◆ To do:
All entries shown below should be duplicated character for character.

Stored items
○ ○ ○ ○ ○ ○ ○

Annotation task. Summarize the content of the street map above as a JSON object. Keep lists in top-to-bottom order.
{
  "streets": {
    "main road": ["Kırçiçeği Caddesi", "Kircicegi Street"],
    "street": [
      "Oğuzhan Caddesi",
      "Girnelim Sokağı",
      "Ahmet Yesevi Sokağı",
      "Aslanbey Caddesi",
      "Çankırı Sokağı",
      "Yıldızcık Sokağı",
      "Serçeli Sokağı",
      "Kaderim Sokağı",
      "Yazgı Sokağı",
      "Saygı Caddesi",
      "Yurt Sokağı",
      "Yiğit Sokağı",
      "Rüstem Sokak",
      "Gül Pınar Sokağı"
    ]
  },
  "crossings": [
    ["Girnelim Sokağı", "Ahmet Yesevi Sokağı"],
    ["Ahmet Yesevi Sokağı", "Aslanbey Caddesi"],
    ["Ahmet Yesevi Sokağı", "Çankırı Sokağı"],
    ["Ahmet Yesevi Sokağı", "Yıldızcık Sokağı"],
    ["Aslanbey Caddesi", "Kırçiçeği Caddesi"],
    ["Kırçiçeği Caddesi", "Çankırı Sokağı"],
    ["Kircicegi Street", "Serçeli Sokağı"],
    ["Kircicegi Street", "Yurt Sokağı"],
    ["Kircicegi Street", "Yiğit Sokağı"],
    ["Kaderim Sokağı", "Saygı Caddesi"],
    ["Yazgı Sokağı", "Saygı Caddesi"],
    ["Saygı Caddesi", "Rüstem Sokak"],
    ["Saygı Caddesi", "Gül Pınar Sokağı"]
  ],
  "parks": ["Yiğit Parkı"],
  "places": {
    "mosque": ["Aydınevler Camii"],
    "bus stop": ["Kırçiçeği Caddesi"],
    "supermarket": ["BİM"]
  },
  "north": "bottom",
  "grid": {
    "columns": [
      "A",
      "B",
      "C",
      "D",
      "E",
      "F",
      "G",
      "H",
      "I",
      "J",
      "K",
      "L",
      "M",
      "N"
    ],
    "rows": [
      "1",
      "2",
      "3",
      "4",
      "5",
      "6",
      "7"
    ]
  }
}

○ ○ ○ ○ ○ ○ ○

◆ Solved problem:
Annotation task. Summarize the content of the street map above as a JSON object. Keep lists in top-to-bottom order.
{
  "streets": {
    "main road": ["Kırçiçeği Caddesi", "Kircicegi Street"],
    "street": [
      "Oğuzhan Caddesi",
      "Girnelim Sokağı",
      "Ahmet Yesevi Sokağı",
      "Aslanbey Caddesi",
      "Çankırı Sokağı",
      "Yıldızcık Sokağı",
      "Serçeli Sokağı",
      "Kaderim Sokağı",
      "Yazgı Sokağı",
      "Saygı Caddesi",
      "Yurt Sokağı",
      "Yiğit Sokağı",
      "Rüstem Sokak",
      "Gül Pınar Sokağı"
    ]
  },
  "crossings": [
    ["Girnelim Sokağı", "Ahmet Yesevi Sokağı"],
    ["Ahmet Yesevi Sokağı", "Aslanbey Caddesi"],
    ["Ahmet Yesevi Sokağı", "Çankırı Sokağı"],
    ["Ahmet Yesevi Sokağı", "Yıldızcık Sokağı"],
    ["Aslanbey Caddesi", "Kırçiçeği Caddesi"],
    ["Kırçiçeği Caddesi", "Çankırı Sokağı"],
    ["Kircicegi Street", "Serçeli Sokağı"],
    ["Kircicegi Street", "Yurt Sokağı"],
    ["Kircicegi Street", "Yiğit Sokağı"],
    ["Kaderim Sokağı", "Saygı Caddesi"],
    ["Yazgı Sokağı", "Saygı Caddesi"],
    ["Saygı Caddesi", "Rüstem Sokak"],
    ["Saygı Caddesi", "Gül Pınar Sokağı"]
  ],
  "parks": ["Yiğit Parkı"],
  "places": {
    "mosque": ["Aydınevler Camii"],
    "bus stop": ["Kırçiçeği Caddesi"],
    "supermarket": ["BİM"]
  },
  "north": "bottom",
  "grid": {
    "columns": [
      "A",
      "B",
      "C",
      "D",
      "E",
      "F",
      "G",
      "H",
      "I",
      "J",
      "K",
      "L",
      "M",
      "N"
    ],
    "rows": [
      "1",
      "2",
      "3",
      "4",
      "5",
      "6",
      "7"
    ]
  }
}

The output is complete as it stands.